Hong Kong was struck with an unprecedented quiz show frenzy this summer with ATV' s "Who Wants to be a Millionaire" and TVB' s "The Weakest Link" battling for viewers and sponsors. Both local television stations were licensed by the creators of the respective television shows, with BBC, the creators of "The Weakest Link" generating substantial media coverage by requiring the local Chinese host, Dodo Cheng to adopt a "schoolmistress" manner in order to preserve a consistent tone of the television programme internationally. Television programme creators have, through contractual provisions, retained significant control over the production of localised versions of their television programmes. However, in the absence of contractual agreements, are there any rights in television formats and, if so, how can television creators protect such rights?

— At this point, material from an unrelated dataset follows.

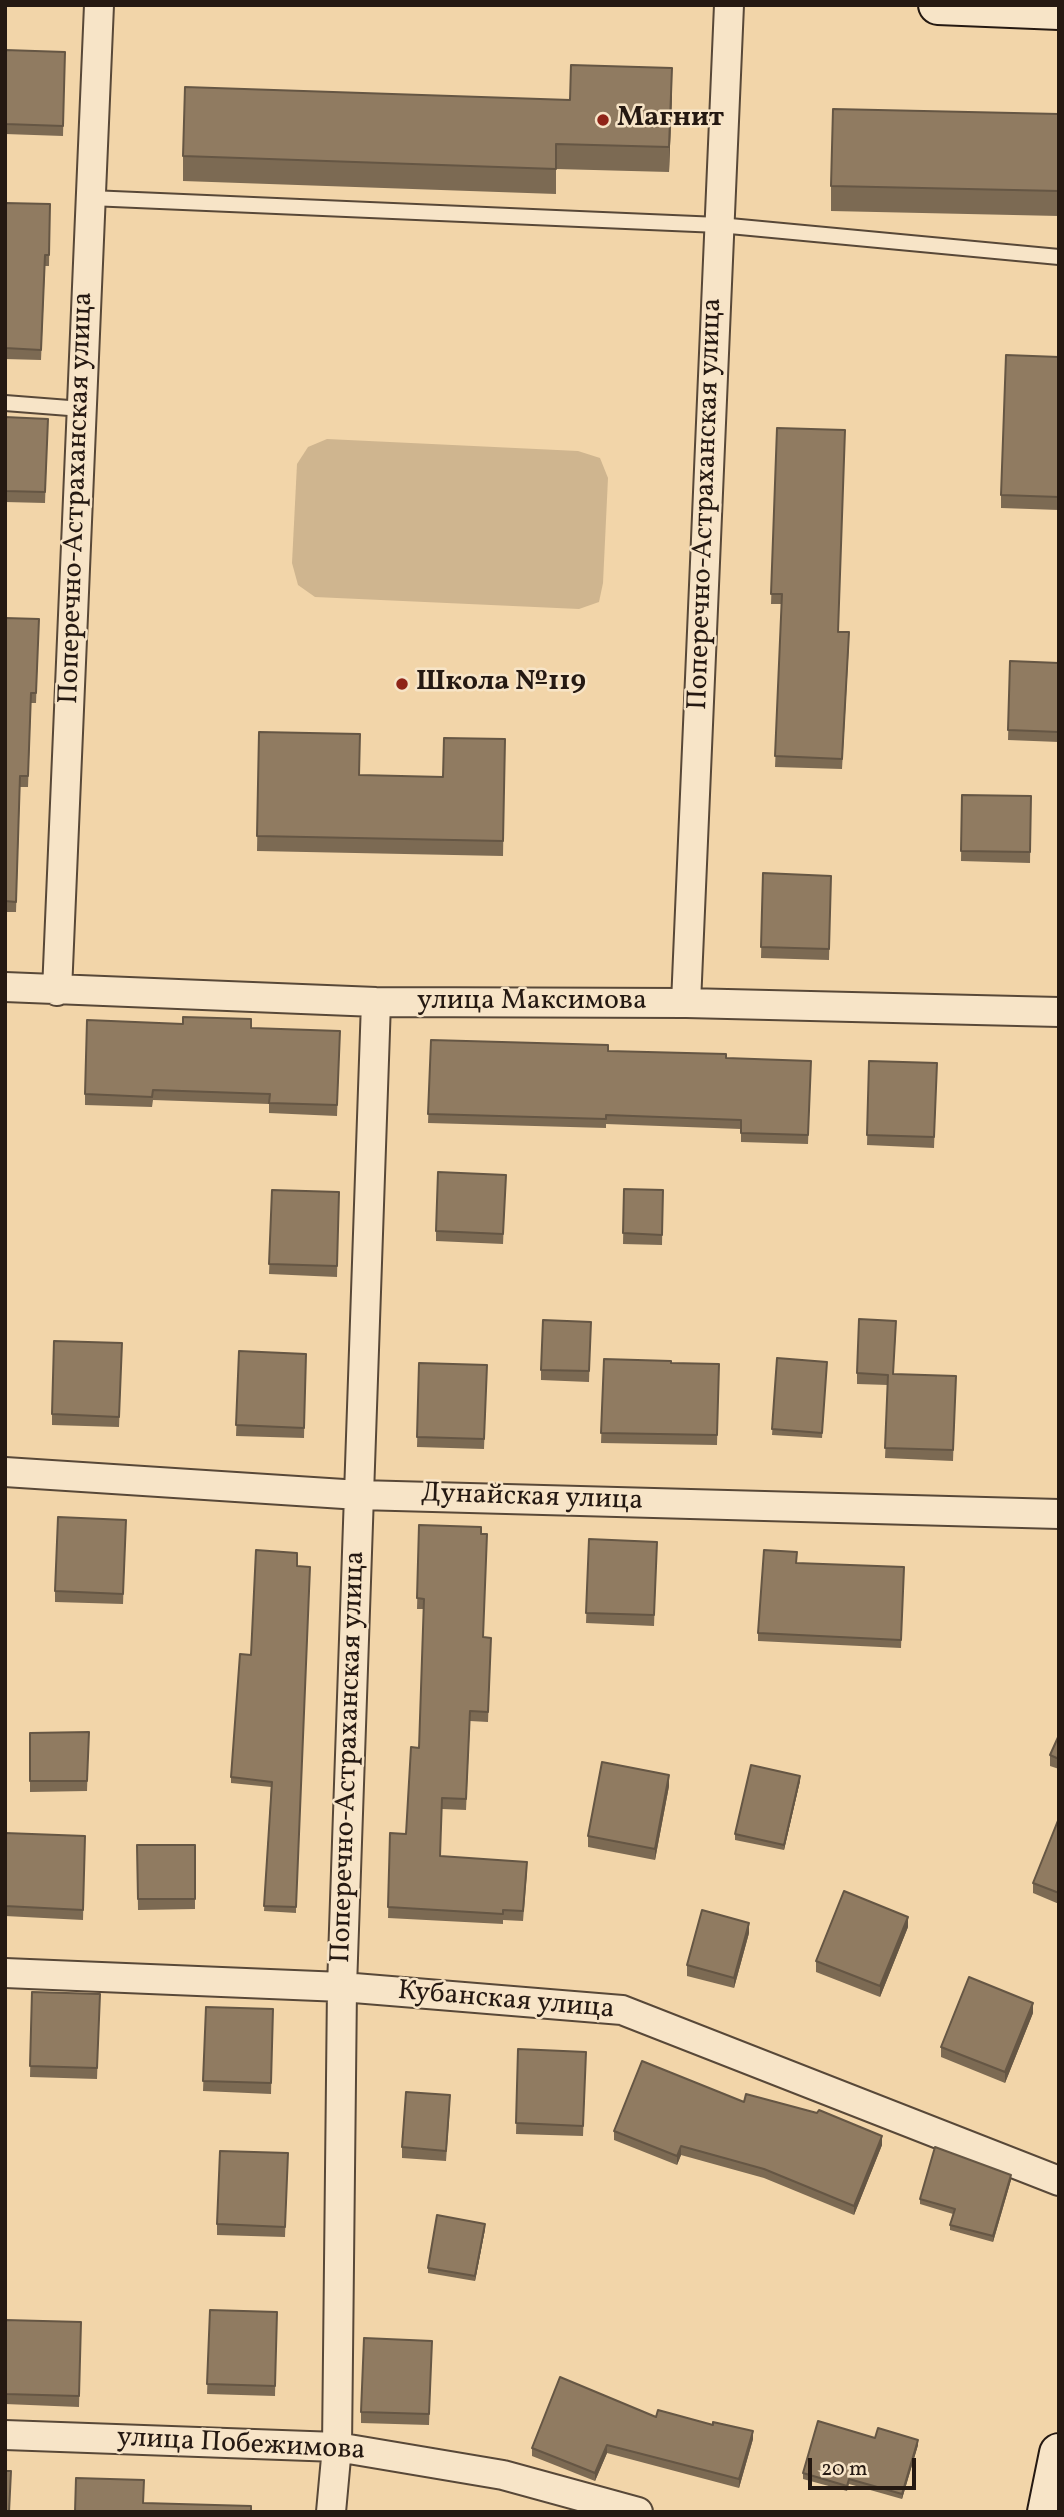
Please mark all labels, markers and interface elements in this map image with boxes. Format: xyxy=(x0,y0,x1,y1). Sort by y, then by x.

One of the first (and few) cases concerning television formats Green v. Broadcasting Corporation of New Zealand [1] involved the creator and compere of a television talent quest programme, Hughie Green and his show "Opportunity Knocks" which aired in the United Kingdom in the early 1960s until 1978. Hughie Green sued a television station in New Zealand for copyright infringement and passing off in relation to the television station' s talent quest programme, also entitled "Opportunity Knocks" . The New Zealand programme contained certain features of the British programme, including, amongst other things, the name, various catchphrases used by Green, the use of "sponsors" to introduce contestants and a "clapometer" to measure studio reaction. Green failed on both the copyright infringement and passing off claims in the New Zealand Court of Appeal and the copyright claim in an appeal before the English Privy Council[2]. This was the case even though the New Zealand Court of Appeal conceded that certain features of the New Zealand version, in particular the catchphrases, had been copied from the original United Kingdom version.

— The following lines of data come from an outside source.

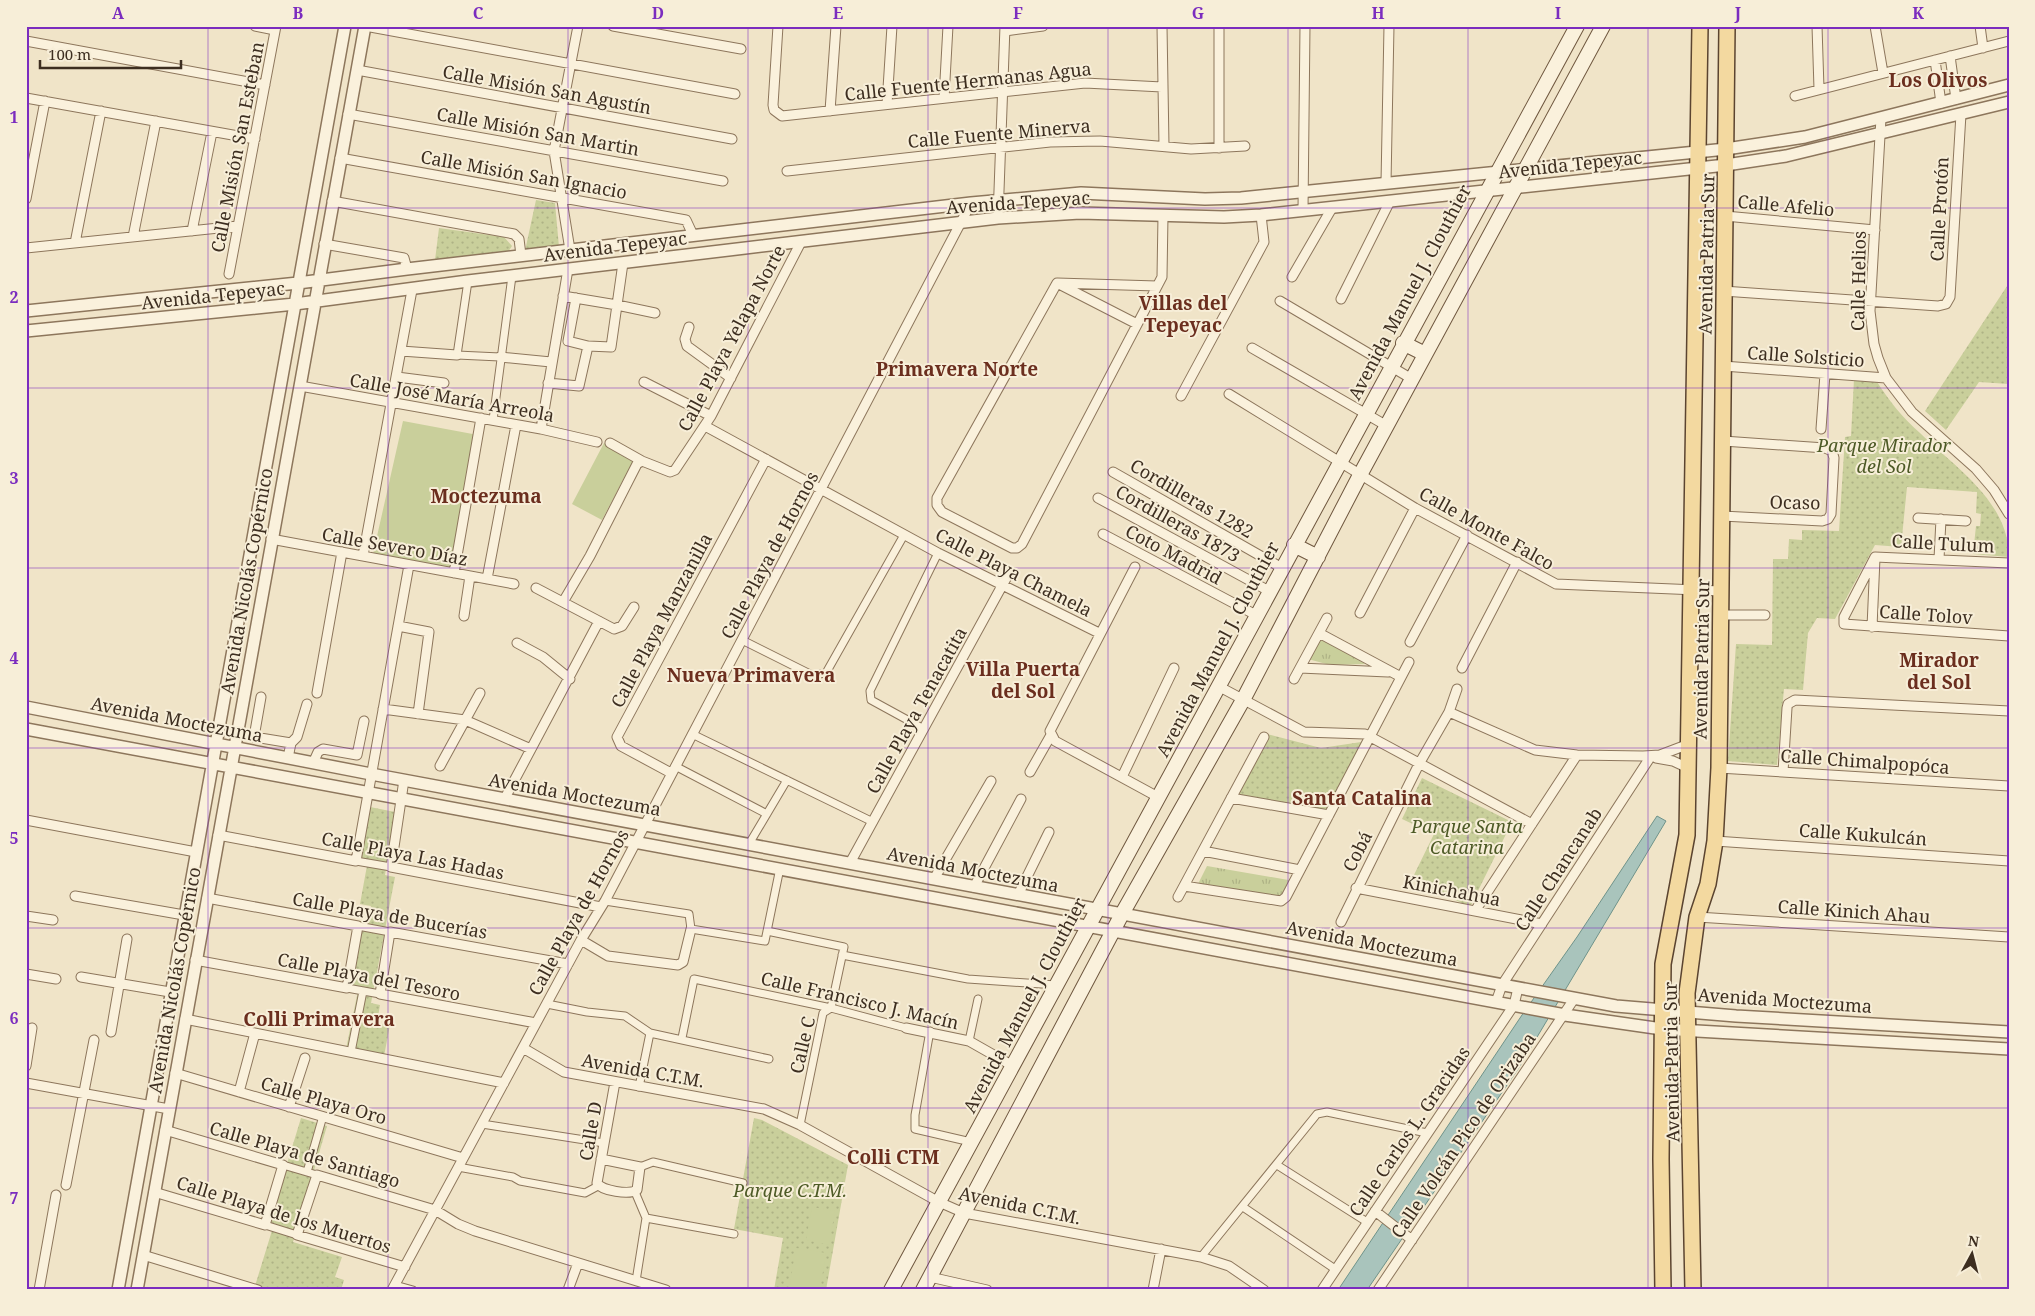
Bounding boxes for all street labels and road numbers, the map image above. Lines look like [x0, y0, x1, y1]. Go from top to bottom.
street label: Calle Misión San Esteban [205, 39, 269, 254]
street label: Calle Fuente Hermanas Agua [843, 56, 1093, 106]
street label: Calle Misión San Agustín [441, 59, 654, 119]
street label: Calle Misión San Martin [435, 101, 642, 161]
street label: Calle Fuente Minerva [907, 113, 1091, 153]
street label: Calle Misión San Ignacio [419, 144, 629, 204]
street label: Avenida Tepeyac [1497, 144, 1643, 183]
street label: Calle Protón [1924, 156, 1954, 262]
street label: Avenida Patria Sur [1693, 173, 1719, 335]
street label: Avenida Manuel J. Clouthier [1342, 180, 1476, 404]
street label: Avenida Tepeyac [945, 185, 1091, 219]
street label: Calle Afelio [1736, 189, 1836, 221]
street label: Avenida Tepeyac [542, 225, 688, 267]
street label: Calle Helios [1845, 231, 1871, 331]
street label: Calle Playa Yelapa Norte [672, 241, 790, 435]
street label: Avenida Tepeyac [140, 275, 286, 314]
street label: Calle Solsticio [1746, 340, 1866, 372]
street label: Calle José María Arreola [348, 367, 556, 427]
street label: Cordilleras 1282 [1126, 453, 1258, 543]
street label: Avenida Nicolás Copérnico [214, 466, 278, 696]
street label: Calle Playa de Hornos [715, 467, 823, 643]
street label: Cordilleras 1873 [1111, 479, 1245, 567]
street label: Calle Monte Falco [1415, 481, 1559, 575]
street label: Ocaso [1769, 490, 1821, 514]
street label: Coto Madrid [1121, 518, 1227, 590]
street label: Calle Severo Díaz [320, 521, 470, 571]
street label: Calle Playa Chamela [932, 522, 1096, 622]
street label: Calle Playa Manzanilla [605, 528, 717, 712]
street label: Calle Tulum [1891, 528, 1995, 558]
street label: Avenida Manuel J. Clouthier [1150, 537, 1284, 761]
street label: Avenida Patria Sur [1688, 578, 1714, 740]
street label: Calle Tolov [1878, 599, 1974, 629]
street label: Calle Playa Tenacatita [860, 622, 972, 798]
street label: Avenida Moctezuma [89, 691, 265, 747]
street label: Calle Chimalpopóca [1780, 743, 1950, 779]
street label: Avenida Moctezuma [487, 767, 663, 821]
street label: Calle Chancanab [1509, 803, 1607, 935]
street label: Calle Kukulcán [1798, 818, 1928, 850]
street label: Calle Playa de Hornos [522, 825, 634, 999]
street label: Calle Playa Las Hadas [320, 826, 506, 884]
street label: Cobá [1337, 827, 1377, 875]
street label: Avenida Moctezuma [885, 841, 1061, 897]
street label: Avenida Nicolás Copérnico [142, 865, 206, 1095]
street label: Kinichahua [1401, 869, 1503, 911]
street label: Calle Playa de Bucerías [291, 886, 489, 944]
street label: Avenida Manuel J. Clouthier [957, 893, 1091, 1117]
street label: Calle Kinich Ahau [1777, 894, 1932, 928]
street label: Avenida Moctezuma [1284, 915, 1460, 971]
street label: Calle Playa del Tesoro [275, 946, 463, 1006]
street label: Calle Francisco J. Macín [759, 966, 962, 1035]
street label: Avenida Patria Sur [1658, 981, 1684, 1143]
street label: Avenida Moctezuma [1697, 982, 1873, 1018]
street label: Calle C [784, 1014, 820, 1076]
street label: Calle Volcán Pico de Orizaba [1385, 1028, 1541, 1242]
street label: Calle Carlos L. Gracidas [1343, 1041, 1475, 1221]
street label: Avenida C.T.M. [580, 1047, 706, 1093]
street label: Calle Playa Oro [258, 1071, 390, 1129]
street label: Calle D [573, 1099, 607, 1163]
street label: Calle Playa de Santiago [207, 1115, 403, 1193]
street label: Calle Playa de los Muertos [174, 1170, 394, 1258]
street label: Avenida C.T.M. [957, 1180, 1083, 1230]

A significant factor contributing to Green' s loss on the passing off claim was that no evidence was adduced showing that the United Kingdom version of "Opportunity Knocks" had any protectable goodwill or reputation in New Zealand. The copyright claim failed because Green could not produce any scripts or written records of the formats for the television series. Accordingly, it was held that in the absence of written scripts or records, there was nothing more than a general idea or concept for a talent contest. Green also argued that the television show amounted to a dramatic work, protectable by copyright law; this failed because the court believed that the show lacked certainty as each show depended on the contestants, the viewers and the ad lib comments of the compere, Green himself.

Television has progressed leaps and bounds since the "Opportunity Knocks" litigation. There is no separate intellectual property right covering television formats but television programme creators have a few more options. In particular, with the introduction and proliferation of satellite and cable television, viewers are exposed to a greater number of television programmes, including television programmes which have been produced overseas. Therefore, there is a good chance that a popular television series televised in its country of origin would, depending on the particular situation, have generated goodwill and reputation in other recipient countries, attracting substantial local and protectable goodwill. Provided that reputation and goodwill can be proved, television companies may have causes of action against a local company who misappropriates and uses the originator's television formats and produces its own local version. For example, a Hong Kong television company who produces a television programme called "The weak link?" using the same or similar format to "The Weakest Link" , is likely to face a passing off action by the original creator, the BBC and/or the local producer of the television show, TVB.

Further, television companies are far more sophisticated these days; they are well advised of intellectual property rights and different ways of protecting them. For example, the formats of television programmes are being reduced in writing to ensure that such written formats are protected by copyright. Creators now commonly produce a bible, i.e. an authorative book covering every aspect of a television programme such as the setting, the sequence of events, music, which can be used as evidence in any litigation.

Well-advised creators are also likely to have trade mark registrations for the name of the programme for goods which may be merchandised under that name and possibly to cover the television programme itself. The proprietors of the name may be able to take trade mark infringement action against parties who use identical or similar names for television programmes. Creators should, however, be aware that a trade mark registration will not guarantee success and all will depend on the trade mark itself, the goods and/or services in which the trade mark has been registered and the facts of the case.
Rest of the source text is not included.